Her hands closed into fists and Jonah stepped forward. "Anna, stop."
"Can't . . ." she gasped, and her form dissolved before him, folding in on itself, her hair whipping around her as if weaving into a cocoon. Pinpoints of light sparkled over her skin, giving it a sheen before her body disappeared into a flame-infused shower that flew out in different directions, a whirling spiral of sparks shaped like water drops, which funneled down to the surface of t
he stump in a vortex of misty smoke that had the unexpected aroma of seawater.
The mist began to float away. Jonah reached out his fingers to it, suddenly fearful. "Anna?" Was he holding the essence of her? What--
"I am here, my lord." She stepped out of the mist, and while he heard a strained note in her voice, he was riveted by this newest side of his little mermaid. His very little mermaid.

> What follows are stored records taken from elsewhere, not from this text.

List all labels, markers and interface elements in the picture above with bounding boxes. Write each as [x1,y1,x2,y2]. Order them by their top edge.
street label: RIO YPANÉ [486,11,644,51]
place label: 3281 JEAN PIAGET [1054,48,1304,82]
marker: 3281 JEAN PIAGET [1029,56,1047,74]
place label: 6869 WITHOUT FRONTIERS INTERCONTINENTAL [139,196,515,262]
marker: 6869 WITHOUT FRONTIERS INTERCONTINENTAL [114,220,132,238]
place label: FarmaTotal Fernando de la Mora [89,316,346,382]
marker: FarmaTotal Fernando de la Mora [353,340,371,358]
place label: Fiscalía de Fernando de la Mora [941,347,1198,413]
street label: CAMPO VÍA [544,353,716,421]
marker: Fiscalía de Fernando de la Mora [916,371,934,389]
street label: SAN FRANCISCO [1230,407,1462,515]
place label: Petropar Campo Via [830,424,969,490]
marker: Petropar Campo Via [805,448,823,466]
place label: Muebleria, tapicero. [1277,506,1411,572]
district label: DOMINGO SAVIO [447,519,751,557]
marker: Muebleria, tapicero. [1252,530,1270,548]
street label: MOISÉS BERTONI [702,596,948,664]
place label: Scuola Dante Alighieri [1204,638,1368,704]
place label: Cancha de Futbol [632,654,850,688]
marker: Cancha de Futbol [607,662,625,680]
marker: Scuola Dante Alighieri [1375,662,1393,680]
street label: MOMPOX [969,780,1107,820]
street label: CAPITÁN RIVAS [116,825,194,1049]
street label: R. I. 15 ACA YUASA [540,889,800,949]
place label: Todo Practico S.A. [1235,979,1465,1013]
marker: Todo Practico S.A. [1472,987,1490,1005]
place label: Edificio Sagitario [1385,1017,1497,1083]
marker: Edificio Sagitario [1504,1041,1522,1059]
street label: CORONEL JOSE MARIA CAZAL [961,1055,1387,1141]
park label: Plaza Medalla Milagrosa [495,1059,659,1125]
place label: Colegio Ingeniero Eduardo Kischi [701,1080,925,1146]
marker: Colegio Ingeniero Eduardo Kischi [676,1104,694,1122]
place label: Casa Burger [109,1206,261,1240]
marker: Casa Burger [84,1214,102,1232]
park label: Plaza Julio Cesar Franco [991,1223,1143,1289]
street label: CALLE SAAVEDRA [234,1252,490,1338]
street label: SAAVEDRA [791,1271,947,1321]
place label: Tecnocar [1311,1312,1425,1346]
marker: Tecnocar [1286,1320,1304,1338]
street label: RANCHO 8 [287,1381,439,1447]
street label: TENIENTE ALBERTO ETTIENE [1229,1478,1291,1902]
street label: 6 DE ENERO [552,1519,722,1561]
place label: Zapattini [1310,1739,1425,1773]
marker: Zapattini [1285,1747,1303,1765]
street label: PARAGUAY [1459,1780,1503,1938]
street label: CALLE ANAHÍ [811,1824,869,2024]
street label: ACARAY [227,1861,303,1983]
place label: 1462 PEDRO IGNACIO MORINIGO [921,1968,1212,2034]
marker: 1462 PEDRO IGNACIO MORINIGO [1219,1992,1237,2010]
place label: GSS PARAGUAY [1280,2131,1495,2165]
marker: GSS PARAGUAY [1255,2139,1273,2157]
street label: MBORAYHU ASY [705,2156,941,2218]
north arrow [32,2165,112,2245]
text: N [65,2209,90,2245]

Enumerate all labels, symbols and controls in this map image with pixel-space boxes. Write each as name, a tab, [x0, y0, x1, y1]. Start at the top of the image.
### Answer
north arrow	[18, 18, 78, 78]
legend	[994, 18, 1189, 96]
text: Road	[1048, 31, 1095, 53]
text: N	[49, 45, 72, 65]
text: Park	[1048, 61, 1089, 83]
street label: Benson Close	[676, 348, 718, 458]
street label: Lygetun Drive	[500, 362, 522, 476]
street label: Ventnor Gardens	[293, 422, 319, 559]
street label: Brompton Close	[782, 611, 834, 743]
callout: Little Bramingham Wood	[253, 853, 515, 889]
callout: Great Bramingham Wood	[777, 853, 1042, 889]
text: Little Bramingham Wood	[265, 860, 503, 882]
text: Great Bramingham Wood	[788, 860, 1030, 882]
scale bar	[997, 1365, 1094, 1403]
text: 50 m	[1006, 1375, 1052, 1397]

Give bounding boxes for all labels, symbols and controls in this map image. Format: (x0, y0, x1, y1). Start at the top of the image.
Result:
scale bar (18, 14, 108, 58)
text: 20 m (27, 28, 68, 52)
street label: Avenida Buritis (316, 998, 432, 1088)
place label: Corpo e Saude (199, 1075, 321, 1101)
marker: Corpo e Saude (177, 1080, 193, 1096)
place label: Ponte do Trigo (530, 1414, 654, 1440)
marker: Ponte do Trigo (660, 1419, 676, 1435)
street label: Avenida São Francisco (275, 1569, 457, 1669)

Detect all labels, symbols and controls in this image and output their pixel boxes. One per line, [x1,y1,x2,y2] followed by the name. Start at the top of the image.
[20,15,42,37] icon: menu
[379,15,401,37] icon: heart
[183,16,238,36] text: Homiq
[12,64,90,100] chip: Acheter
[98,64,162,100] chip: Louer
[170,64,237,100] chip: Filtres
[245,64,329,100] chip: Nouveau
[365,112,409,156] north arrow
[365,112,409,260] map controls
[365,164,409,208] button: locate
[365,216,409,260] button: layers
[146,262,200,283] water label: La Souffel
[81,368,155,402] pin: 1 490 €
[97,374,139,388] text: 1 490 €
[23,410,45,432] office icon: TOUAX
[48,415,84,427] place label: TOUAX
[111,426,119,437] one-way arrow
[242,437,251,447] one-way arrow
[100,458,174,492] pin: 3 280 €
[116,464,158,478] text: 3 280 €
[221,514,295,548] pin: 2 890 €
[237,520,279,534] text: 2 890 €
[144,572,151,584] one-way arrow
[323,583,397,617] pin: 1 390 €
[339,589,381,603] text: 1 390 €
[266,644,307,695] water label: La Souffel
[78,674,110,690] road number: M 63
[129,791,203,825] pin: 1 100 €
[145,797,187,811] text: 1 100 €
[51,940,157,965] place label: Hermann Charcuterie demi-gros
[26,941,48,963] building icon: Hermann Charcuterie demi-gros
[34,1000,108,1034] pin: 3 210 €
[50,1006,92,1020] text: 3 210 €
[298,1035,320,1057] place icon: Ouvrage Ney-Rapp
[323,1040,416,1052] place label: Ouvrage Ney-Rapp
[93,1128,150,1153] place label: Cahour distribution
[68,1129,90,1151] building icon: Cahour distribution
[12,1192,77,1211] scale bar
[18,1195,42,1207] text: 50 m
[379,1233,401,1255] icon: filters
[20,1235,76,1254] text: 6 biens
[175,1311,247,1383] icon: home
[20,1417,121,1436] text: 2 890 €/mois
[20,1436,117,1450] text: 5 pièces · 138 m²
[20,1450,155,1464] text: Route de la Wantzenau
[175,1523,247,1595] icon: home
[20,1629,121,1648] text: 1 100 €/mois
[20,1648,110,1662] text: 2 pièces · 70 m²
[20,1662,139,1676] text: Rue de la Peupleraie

Who was no longer a mermaid, but a pixie fairy, no taller than the length of his hand.
Her wings were translucent and had the wavering texture of water-streaked glass, as if they were made of water in truth, with touches of pink and blue glimmerings, the colors the early rising sun often gave ocean waves. Her body was slim, much like her human body, only more elongated. Long and curling hair still the same, her eyes just as violet, so large in her delicate, pointed, almost foxlike features.
"I can fly with you like this and not overburden your wing," she pointed out. "I can't fly as high as you can, but I can keep you company for a time. And in this form, the area for you to heal is much less. If I stay this way for a couple of hours, when I shift back to human or mermaid, the full area will be fixed."
Her voice was a soft whisper of sound like the wind, swirling and coming together around the syllables as they emitted from her throat, embossing them for his ears to detect.
"Then turn around, little one."
Though she smiled at the irony in his voice, she obeyed. Jonah studied each step of her tiny feet, the way she gathered her hair and brought it all forward, her wings quivering as she increased their spread so they pressed to the outside of her arms and displayed his earlier handiwork, no less shameful to him now that it had been reduced so significantly in size.
He put that aside and focused on the skin, opened himself to feel the heat from the injury, the throbbing nerve endings. Reaching out toward her with two aligned fingers, he pointed them just below her nape. Not touching her, but so close the heat of his skin and the heat of the inflamed flesh touched, a cool blue aura meeting red.
He'd used his ability to heal frequently after battle, to shore up wounds sustained by his Legion, until they could get to Raphael's corps for more in-depth work. He was relieved he'd not hurt her beyond what he could handle on his own, though he quickly realized there were some murky layers to that statement. Uneasy things that had nothing to do with the wound she bore, but having to do with things he could inflict upon her later. He was a walking nightmare right now, and anyone in proximity was likely to get more than burned. She was a simple, pure soul that had absolutely no idea the level of power he was capable of wielding.